» WHAT THE EXERCISE ASKS
Nothing but an exact copy of the records below counts as the answer.

» DATA UNDER STUDY
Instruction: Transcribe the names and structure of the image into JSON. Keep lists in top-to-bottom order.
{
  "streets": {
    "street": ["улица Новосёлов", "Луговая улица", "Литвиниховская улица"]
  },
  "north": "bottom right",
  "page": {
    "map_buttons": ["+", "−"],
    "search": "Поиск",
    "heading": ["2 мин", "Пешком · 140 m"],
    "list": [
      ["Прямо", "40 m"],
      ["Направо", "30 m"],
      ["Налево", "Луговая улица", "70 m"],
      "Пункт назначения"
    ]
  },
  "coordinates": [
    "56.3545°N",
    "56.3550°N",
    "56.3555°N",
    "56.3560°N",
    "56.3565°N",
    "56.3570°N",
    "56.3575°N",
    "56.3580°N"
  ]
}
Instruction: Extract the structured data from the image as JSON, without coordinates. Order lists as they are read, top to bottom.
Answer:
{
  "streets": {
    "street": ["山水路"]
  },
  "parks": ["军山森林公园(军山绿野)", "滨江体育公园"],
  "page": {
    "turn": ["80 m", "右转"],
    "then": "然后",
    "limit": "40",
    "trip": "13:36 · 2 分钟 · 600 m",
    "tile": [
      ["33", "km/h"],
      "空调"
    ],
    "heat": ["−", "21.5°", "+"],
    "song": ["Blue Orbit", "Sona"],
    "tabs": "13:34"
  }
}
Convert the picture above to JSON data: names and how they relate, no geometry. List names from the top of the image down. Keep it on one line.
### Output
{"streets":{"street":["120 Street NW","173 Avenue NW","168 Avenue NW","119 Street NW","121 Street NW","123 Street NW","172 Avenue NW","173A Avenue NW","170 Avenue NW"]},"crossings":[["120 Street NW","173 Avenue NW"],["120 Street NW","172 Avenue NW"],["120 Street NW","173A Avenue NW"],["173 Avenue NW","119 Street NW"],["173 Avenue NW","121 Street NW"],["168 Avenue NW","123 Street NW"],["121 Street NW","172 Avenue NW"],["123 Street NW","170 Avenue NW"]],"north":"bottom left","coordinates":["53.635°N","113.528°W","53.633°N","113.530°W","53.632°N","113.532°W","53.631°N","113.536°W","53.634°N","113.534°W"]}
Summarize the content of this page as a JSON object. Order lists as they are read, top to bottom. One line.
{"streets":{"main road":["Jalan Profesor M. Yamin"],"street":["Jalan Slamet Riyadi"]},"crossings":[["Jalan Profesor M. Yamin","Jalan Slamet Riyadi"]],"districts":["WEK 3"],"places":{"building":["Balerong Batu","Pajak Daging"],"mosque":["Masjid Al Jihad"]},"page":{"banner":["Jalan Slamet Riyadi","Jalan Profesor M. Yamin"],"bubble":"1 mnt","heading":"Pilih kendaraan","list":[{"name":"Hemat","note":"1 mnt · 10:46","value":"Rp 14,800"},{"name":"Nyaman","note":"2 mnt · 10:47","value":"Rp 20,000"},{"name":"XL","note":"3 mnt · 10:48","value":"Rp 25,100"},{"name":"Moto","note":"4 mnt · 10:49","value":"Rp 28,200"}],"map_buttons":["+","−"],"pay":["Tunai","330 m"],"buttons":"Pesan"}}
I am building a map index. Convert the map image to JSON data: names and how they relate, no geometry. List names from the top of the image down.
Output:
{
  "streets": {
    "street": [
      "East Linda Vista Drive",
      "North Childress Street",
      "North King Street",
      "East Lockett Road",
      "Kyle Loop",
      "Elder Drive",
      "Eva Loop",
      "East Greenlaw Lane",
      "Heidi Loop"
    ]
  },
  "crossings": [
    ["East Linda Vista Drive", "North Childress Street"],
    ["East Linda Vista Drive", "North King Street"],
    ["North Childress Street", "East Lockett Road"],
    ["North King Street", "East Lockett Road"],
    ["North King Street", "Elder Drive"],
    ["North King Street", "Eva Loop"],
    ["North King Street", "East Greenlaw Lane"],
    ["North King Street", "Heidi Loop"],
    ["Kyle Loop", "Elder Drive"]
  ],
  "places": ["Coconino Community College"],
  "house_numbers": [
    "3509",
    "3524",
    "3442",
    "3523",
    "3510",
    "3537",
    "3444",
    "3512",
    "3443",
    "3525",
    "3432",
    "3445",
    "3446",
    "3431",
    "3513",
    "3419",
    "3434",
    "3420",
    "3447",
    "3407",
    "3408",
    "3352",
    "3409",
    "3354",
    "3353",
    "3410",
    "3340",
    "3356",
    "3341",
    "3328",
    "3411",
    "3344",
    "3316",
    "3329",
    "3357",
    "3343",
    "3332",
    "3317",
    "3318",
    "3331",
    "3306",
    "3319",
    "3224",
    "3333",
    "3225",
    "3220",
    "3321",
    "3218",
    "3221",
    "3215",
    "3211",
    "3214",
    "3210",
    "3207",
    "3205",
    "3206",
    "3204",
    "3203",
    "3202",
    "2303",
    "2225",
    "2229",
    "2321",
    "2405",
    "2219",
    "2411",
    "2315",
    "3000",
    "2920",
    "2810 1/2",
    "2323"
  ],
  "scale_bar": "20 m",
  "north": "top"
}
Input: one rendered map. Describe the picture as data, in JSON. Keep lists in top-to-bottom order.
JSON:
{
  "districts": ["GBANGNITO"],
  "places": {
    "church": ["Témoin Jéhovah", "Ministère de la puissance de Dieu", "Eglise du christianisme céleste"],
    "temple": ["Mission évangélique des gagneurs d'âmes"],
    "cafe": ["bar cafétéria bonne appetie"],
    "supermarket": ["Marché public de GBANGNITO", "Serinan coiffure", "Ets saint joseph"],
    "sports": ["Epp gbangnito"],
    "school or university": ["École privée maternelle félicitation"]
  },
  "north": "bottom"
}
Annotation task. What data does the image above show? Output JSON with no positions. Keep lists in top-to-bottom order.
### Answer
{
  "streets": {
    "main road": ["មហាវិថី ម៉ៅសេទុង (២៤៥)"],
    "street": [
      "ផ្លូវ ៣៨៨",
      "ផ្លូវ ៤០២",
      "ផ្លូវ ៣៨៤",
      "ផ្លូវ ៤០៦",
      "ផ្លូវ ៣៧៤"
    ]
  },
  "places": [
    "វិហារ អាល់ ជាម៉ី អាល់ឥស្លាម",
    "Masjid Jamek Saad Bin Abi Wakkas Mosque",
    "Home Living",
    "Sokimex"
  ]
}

» EXERCISE OUTPUT
Instruction: Transcribe the names and structure of the image into JSON. Keep lists in top-to-bottom order.
{
  "streets": {
    "street": ["улица Новосёлов", "Луговая улица", "Литвиниховская улица"]
  },
  "north": "bottom right",
  "page": {
    "map_buttons": ["+", "−"],
    "search": "Поиск",
    "heading": ["2 мин", "Пешком · 140 m"],
    "list": [
      ["Прямо", "40 m"],
      ["Направо", "30 m"],
      ["Налево", "Луговая улица", "70 m"],
      "Пункт назначения"
    ]
  },
  "coordinates": [
    "56.3545°N",
    "56.3550°N",
    "56.3555°N",
    "56.3560°N",
    "56.3565°N",
    "56.3570°N",
    "56.3575°N",
    "56.3580°N"
  ]
}
Instruction: Extract the structured data from the image as JSON, without coordinates. Order lists as they are read, top to bottom.
Answer:
{
  "streets": {
    "street": ["山水路"]
  },
  "parks": ["军山森林公园(军山绿野)", "滨江体育公园"],
  "page": {
    "turn": ["80 m", "右转"],
    "then": "然后",
    "limit": "40",
    "trip": "13:36 · 2 分钟 · 600 m",
    "tile": [
      ["33", "km/h"],
      "空调"
    ],
    "heat": ["−", "21.5°", "+"],
    "song": ["Blue Orbit", "Sona"],
    "tabs": "13:34"
  }
}
Convert the picture above to JSON data: names and how they relate, no geometry. List names from the top of the image down. Keep it on one line.
### Output
{"streets":{"street":["120 Street NW","173 Avenue NW","168 Avenue NW","119 Street NW","121 Street NW","123 Street NW","172 Avenue NW","173A Avenue NW","170 Avenue NW"]},"crossings":[["120 Street NW","173 Avenue NW"],["120 Street NW","172 Avenue NW"],["120 Street NW","173A Avenue NW"],["173 Avenue NW","119 Street NW"],["173 Avenue NW","121 Street NW"],["168 Avenue NW","123 Street NW"],["121 Street NW","172 Avenue NW"],["123 Street NW","170 Avenue NW"]],"north":"bottom left","coordinates":["53.635°N","113.528°W","53.633°N","113.530°W","53.632°N","113.532°W","53.631°N","113.536°W","53.634°N","113.534°W"]}
Summarize the content of this page as a JSON object. Order lists as they are read, top to bottom. One line.
{"streets":{"main road":["Jalan Profesor M. Yamin"],"street":["Jalan Slamet Riyadi"]},"crossings":[["Jalan Profesor M. Yamin","Jalan Slamet Riyadi"]],"districts":["WEK 3"],"places":{"building":["Balerong Batu","Pajak Daging"],"mosque":["Masjid Al Jihad"]},"page":{"banner":["Jalan Slamet Riyadi","Jalan Profesor M. Yamin"],"bubble":"1 mnt","heading":"Pilih kendaraan","list":[{"name":"Hemat","note":"1 mnt · 10:46","value":"Rp 14,800"},{"name":"Nyaman","note":"2 mnt · 10:47","value":"Rp 20,000"},{"name":"XL","note":"3 mnt · 10:48","value":"Rp 25,100"},{"name":"Moto","note":"4 mnt · 10:49","value":"Rp 28,200"}],"map_buttons":["+","−"],"pay":["Tunai","330 m"],"buttons":"Pesan"}}
I am building a map index. Convert the map image to JSON data: names and how they relate, no geometry. List names from the top of the image down.
Output:
{
  "streets": {
    "street": [
      "East Linda Vista Drive",
      "North Childress Street",
      "North King Street",
      "East Lockett Road",
      "Kyle Loop",
      "Elder Drive",
      "Eva Loop",
      "East Greenlaw Lane",
      "Heidi Loop"
    ]
  },
  "crossings": [
    ["East Linda Vista Drive", "North Childress Street"],
    ["East Linda Vista Drive", "North King Street"],
    ["North Childress Street", "East Lockett Road"],
    ["North King Street", "East Lockett Road"],
    ["North King Street", "Elder Drive"],
    ["North King Street", "Eva Loop"],
    ["North King Street", "East Greenlaw Lane"],
    ["North King Street", "Heidi Loop"],
    ["Kyle Loop", "Elder Drive"]
  ],
  "places": ["Coconino Community College"],
  "house_numbers": [
    "3509",
    "3524",
    "3442",
    "3523",
    "3510",
    "3537",
    "3444",
    "3512",
    "3443",
    "3525",
    "3432",
    "3445",
    "3446",
    "3431",
    "3513",
    "3419",
    "3434",
    "3420",
    "3447",
    "3407",
    "3408",
    "3352",
    "3409",
    "3354",
    "3353",
    "3410",
    "3340",
    "3356",
    "3341",
    "3328",
    "3411",
    "3344",
    "3316",
    "3329",
    "3357",
    "3343",
    "3332",
    "3317",
    "3318",
    "3331",
    "3306",
    "3319",
    "3224",
    "3333",
    "3225",
    "3220",
    "3321",
    "3218",
    "3221",
    "3215",
    "3211",
    "3214",
    "3210",
    "3207",
    "3205",
    "3206",
    "3204",
    "3203",
    "3202",
    "2303",
    "2225",
    "2229",
    "2321",
    "2405",
    "2219",
    "2411",
    "2315",
    "3000",
    "2920",
    "2810 1/2",
    "2323"
  ],
  "scale_bar": "20 m",
  "north": "top"
}
Input: one rendered map. Describe the picture as data, in JSON. Keep lists in top-to-bottom order.
JSON:
{
  "districts": ["GBANGNITO"],
  "places": {
    "church": ["Témoin Jéhovah", "Ministère de la puissance de Dieu", "Eglise du christianisme céleste"],
    "temple": ["Mission évangélique des gagneurs d'âmes"],
    "cafe": ["bar cafétéria bonne appetie"],
    "supermarket": ["Marché public de GBANGNITO", "Serinan coiffure", "Ets saint joseph"],
    "sports": ["Epp gbangnito"],
    "school or university": ["École privée maternelle félicitation"]
  },
  "north": "bottom"
}
Annotation task. What data does the image above show? Output JSON with no positions. Keep lists in top-to-bottom order.
### Answer
{
  "streets": {
    "main road": ["មហាវិថី ម៉ៅសេទុង (២៤៥)"],
    "street": [
      "ផ្លូវ ៣៨៨",
      "ផ្លូវ ៤០២",
      "ផ្លូវ ៣៨៤",
      "ផ្លូវ ៤០៦",
      "ផ្លូវ ៣៧៤"
    ]
  },
  "places": [
    "វិហារ អាល់ ជាម៉ី អាល់ឥស្លាម",
    "Masjid Jamek Saad Bin Abi Wakkas Mosque",
    "Home Living",
    "Sokimex"
  ]
}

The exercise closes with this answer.